Poster Presentation RACI Biomolecular Division Conference 2013

Synthesis and Biological Evaluation of Glycopeptide Cancer Vaccine Candidates (#61)

Leo Corcilius 1 , Brendan L Wilkinson 1 , Lara R Malins 1 , Stephanie Day 2 , Vasso Apostolopoulos 2 , Richard J Payne 1
  1. The University of Sydney, Camperdown, NSW, Australia
  2. Immunology and Vaccine Laboratory, Burnet Institute, Melbourne, VIC, Australia

MUC1 is a highly O-glycosylated transmembrane glycoprotein found on the surface of epithelial cells; the extracellular protein domain consists of a 20-amino acid tandem repeat sequence (SAPDTRPAPGSTAPPAHGVT) rich in serine and threonine. In epithelial tumours, MUC1 is overexpressed and aberrantly glycosylated, leading to the presentation of several tumour-associated carbohydrate antigens (TACAs).1 The key structural difference between malignant and normal epithelial cells enables selective targeting of tumour-associated MUC1 and is a basis for the development of synthetic MUC1-based cancer vaccines.2

The present work describes the development of new and efficient synthetic routes to access glycosylamino acid building blocks (1-8) bearing four common TACA motifs for incorporation into vaccine glycopeptides. The incorporation of these building blocks into MUC1 tandem repeat sequences has been achieved using Fmoc-SPPS. The MUC1 tandem repeat glycopeptides were subsequently conjugated to a peptide fragment of the tetanus toxin protein YSYFPSV (as a helper T-cell epitope) and/or the immunostimulating Toll-like receptor 2 ligand, Pam3CysSer via pentafluorophenyl ester-mediated fragment condensation reactions. The resulting self-adjuvanting multi-component vaccine candidates (9-11) were shown to elicit a significant IgG antibody response in mice models and to selectively recognize tumourogenic MUC1 expressed on the surface of MCF7 breast cancer cell line over MUC1 expressed on normal cells.3,4

760-Leo%20Corcilius_resized%202.jpg

  1. Apweiler, R.; Hermjakob, H.; Sharon, N. Biochim.

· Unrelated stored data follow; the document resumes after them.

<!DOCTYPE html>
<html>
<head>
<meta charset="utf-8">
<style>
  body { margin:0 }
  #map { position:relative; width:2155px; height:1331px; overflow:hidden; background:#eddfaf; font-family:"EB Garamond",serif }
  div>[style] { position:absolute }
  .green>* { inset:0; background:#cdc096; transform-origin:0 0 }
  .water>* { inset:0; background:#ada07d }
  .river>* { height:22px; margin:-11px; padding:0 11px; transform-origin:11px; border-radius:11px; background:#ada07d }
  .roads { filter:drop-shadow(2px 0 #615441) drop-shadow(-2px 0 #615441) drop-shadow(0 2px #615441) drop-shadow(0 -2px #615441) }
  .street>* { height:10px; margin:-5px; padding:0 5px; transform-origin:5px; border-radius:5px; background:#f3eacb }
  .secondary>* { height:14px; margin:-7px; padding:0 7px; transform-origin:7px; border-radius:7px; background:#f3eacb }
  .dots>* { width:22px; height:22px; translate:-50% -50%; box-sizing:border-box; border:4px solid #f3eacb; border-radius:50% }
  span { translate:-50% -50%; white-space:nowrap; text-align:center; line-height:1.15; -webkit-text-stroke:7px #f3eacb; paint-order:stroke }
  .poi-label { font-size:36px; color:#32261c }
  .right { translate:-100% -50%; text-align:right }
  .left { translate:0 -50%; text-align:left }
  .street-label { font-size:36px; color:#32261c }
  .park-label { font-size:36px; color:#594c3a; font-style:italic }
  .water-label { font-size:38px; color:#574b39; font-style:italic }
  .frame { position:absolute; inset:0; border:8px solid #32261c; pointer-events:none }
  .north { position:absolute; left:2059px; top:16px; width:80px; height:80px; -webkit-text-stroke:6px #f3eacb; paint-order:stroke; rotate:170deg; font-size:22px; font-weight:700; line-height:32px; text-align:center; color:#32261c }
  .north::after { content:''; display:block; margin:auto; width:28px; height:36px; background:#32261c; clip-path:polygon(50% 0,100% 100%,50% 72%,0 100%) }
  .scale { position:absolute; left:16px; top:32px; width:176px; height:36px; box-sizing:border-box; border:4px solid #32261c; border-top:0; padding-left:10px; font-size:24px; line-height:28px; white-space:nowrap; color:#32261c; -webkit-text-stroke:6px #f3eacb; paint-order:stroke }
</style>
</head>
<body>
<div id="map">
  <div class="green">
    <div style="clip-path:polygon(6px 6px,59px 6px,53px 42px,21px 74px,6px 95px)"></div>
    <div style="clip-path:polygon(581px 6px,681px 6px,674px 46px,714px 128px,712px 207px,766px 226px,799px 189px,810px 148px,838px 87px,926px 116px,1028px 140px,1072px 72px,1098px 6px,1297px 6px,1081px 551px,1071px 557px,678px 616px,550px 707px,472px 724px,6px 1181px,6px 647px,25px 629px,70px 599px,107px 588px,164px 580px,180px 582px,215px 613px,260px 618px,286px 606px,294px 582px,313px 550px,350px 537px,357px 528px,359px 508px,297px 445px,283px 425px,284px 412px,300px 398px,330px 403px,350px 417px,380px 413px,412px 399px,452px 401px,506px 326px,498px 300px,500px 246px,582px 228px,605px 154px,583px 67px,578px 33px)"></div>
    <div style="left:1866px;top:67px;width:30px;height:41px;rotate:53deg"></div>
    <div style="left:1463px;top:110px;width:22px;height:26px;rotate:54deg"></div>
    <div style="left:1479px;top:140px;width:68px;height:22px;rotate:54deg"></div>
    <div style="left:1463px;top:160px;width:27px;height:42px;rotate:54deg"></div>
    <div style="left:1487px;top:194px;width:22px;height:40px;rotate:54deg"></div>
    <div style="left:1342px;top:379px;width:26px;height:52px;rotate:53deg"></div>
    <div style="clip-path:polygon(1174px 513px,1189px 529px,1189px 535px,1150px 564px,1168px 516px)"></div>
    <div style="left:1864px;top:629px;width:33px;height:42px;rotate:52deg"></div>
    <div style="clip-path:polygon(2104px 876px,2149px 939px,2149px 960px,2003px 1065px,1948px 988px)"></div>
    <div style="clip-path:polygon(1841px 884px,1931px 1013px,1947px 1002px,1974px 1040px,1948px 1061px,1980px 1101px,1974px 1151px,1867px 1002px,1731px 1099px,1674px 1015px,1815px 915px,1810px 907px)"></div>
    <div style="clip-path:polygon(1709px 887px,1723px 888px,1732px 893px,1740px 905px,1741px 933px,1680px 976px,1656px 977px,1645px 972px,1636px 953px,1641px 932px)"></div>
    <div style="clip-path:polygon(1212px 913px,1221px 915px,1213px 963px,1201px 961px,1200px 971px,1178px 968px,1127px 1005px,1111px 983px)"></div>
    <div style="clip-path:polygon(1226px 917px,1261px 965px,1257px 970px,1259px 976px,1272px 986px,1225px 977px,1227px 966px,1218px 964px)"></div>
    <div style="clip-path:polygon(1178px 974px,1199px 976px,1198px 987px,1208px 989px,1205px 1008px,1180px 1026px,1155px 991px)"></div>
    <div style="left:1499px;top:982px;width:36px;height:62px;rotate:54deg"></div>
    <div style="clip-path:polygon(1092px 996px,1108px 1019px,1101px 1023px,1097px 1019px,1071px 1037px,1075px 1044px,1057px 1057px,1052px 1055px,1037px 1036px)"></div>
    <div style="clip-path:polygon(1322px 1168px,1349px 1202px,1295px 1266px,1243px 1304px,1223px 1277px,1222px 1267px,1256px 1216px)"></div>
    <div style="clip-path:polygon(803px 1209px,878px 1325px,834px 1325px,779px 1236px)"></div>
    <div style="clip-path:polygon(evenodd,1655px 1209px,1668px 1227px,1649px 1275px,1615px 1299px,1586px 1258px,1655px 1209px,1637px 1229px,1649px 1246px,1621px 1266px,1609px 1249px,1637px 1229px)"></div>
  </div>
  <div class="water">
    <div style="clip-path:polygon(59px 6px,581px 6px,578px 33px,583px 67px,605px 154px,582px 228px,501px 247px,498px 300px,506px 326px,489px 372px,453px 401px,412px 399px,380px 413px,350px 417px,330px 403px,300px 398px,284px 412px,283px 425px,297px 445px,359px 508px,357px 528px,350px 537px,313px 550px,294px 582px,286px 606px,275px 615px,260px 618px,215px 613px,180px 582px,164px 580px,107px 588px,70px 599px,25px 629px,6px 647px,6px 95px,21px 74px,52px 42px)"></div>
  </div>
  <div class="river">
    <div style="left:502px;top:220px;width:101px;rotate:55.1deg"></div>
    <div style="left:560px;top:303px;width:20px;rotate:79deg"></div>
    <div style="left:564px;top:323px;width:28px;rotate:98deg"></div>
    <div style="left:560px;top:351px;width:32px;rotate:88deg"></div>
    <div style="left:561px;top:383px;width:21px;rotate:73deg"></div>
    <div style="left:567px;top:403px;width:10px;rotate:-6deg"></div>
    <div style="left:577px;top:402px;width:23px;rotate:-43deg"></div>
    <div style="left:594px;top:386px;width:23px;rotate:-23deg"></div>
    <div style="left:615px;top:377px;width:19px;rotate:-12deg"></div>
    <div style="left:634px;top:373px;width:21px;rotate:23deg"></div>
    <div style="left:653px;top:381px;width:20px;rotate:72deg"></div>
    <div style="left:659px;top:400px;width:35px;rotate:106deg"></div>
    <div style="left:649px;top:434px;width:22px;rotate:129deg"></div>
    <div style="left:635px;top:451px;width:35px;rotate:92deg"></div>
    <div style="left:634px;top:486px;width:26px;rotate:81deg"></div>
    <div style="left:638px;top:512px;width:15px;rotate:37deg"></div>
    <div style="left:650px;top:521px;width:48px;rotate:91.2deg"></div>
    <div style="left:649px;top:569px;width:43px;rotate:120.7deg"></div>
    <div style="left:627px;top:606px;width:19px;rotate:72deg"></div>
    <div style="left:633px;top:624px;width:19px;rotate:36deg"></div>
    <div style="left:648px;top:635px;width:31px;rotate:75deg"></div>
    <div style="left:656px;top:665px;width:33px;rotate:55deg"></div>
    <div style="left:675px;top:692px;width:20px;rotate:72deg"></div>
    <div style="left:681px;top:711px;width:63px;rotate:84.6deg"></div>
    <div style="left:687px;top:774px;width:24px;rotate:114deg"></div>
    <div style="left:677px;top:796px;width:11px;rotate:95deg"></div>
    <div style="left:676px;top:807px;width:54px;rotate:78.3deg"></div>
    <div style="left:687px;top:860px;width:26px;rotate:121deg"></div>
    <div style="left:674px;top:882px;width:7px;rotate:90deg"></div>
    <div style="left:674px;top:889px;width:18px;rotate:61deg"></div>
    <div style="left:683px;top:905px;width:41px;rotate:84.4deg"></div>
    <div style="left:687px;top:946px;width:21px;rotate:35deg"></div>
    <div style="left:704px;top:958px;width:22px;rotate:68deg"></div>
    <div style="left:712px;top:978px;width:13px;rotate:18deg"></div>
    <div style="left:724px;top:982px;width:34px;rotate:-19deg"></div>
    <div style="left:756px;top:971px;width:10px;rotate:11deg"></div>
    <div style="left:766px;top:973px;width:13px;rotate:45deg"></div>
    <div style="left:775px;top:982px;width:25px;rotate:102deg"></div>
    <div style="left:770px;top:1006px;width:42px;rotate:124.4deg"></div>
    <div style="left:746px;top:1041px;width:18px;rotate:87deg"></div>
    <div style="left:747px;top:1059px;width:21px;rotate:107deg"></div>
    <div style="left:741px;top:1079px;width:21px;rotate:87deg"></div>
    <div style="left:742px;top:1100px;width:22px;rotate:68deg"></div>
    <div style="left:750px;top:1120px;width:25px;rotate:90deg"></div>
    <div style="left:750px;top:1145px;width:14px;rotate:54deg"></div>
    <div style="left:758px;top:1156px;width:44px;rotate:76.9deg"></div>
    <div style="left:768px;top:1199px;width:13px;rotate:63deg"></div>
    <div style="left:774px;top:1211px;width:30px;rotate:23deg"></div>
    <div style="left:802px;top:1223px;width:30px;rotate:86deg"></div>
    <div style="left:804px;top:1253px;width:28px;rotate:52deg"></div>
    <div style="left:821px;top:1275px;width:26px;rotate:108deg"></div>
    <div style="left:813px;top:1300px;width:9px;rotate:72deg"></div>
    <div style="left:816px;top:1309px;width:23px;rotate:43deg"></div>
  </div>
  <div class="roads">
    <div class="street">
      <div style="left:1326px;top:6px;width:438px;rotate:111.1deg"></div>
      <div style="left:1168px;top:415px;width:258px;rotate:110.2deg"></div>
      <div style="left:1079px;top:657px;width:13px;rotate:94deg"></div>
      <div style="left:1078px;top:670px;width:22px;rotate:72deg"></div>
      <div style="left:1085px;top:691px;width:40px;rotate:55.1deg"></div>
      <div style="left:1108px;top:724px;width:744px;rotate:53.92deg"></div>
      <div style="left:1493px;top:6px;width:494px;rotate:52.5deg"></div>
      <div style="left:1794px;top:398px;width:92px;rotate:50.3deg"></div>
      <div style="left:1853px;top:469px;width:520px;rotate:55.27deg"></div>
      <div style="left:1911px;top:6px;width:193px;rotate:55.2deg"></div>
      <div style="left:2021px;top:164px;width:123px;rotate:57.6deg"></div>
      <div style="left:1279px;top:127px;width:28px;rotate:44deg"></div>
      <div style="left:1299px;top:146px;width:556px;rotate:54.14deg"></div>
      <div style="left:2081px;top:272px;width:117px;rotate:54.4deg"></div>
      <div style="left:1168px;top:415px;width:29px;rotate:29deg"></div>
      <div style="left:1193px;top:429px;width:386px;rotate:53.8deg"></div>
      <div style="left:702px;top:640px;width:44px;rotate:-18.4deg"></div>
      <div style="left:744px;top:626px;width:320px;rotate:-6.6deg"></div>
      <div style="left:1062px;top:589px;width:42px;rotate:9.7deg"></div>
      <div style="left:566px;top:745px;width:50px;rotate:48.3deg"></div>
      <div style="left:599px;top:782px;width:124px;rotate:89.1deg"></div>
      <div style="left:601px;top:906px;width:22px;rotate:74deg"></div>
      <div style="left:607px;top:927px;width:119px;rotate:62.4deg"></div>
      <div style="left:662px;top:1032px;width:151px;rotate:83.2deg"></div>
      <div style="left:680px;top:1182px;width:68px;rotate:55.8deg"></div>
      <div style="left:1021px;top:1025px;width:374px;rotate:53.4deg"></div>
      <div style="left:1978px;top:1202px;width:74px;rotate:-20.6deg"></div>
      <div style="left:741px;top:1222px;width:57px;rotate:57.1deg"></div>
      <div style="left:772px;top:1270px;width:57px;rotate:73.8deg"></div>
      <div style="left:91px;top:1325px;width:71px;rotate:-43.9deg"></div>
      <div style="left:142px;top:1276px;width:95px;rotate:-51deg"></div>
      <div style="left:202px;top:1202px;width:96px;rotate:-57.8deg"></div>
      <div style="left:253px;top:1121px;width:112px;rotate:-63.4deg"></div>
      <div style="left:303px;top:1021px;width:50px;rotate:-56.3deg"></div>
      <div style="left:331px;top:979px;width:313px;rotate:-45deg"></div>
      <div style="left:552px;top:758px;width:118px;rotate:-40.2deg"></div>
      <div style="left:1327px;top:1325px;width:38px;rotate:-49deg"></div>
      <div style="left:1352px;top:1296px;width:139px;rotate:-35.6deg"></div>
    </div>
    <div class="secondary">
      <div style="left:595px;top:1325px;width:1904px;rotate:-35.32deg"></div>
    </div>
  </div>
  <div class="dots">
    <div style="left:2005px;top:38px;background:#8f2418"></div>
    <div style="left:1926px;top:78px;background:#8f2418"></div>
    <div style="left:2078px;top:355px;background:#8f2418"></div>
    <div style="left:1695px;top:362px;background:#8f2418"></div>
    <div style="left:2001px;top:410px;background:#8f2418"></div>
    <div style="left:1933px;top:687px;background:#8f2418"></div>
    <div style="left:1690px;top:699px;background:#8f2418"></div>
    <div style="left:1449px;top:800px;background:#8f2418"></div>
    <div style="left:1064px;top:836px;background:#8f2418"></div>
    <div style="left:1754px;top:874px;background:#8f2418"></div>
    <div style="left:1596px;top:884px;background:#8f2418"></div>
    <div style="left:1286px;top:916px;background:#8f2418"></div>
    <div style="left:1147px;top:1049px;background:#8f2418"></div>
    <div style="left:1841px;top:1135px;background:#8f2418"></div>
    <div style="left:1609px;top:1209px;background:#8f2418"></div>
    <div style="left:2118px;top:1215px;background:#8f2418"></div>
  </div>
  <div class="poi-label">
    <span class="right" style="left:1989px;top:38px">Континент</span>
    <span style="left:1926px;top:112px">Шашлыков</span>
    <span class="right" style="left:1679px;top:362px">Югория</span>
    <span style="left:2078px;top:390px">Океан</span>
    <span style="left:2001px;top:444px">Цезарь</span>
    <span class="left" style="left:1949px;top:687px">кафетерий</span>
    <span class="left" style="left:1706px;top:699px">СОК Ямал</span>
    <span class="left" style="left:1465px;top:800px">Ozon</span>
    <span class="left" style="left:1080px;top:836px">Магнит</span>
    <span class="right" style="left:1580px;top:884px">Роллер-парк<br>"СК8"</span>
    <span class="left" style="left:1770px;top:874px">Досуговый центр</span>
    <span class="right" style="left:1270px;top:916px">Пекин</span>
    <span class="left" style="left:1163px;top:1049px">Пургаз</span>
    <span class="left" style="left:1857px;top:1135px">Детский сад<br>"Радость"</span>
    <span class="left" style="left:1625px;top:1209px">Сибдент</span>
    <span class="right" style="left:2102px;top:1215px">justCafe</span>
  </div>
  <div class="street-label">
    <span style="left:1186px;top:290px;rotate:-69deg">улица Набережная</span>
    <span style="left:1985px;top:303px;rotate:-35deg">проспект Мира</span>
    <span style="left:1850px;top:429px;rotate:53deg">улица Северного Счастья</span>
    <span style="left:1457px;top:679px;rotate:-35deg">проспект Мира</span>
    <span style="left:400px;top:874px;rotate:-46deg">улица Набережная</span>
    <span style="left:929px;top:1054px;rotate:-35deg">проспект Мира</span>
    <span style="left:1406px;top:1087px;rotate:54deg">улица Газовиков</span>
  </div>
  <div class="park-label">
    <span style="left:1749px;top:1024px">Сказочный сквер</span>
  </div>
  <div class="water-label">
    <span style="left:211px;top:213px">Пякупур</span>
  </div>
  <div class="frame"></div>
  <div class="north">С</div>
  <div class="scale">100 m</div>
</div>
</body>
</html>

Biophys. Acta. 1999, 1473, 4.
  2. Dube, D.H.; Bertozzi, C.R. Nature Rev. Drug Discovery 2005, 4, 477.
  3. Wilkinson, B.L.; Day, S.; Malins, L.R.; Apostolopoulos, V.; Payne, R.J. Angew. Chem. Int. Ed. 2010, 50, 1635.
  4. Wilkinson, B. L.; Day, S.; Chapman, R.; Perrier, S.; Apostolopoulos, V.; Payne, R. J. Chem. Eur. J. 2012, 18, 16540.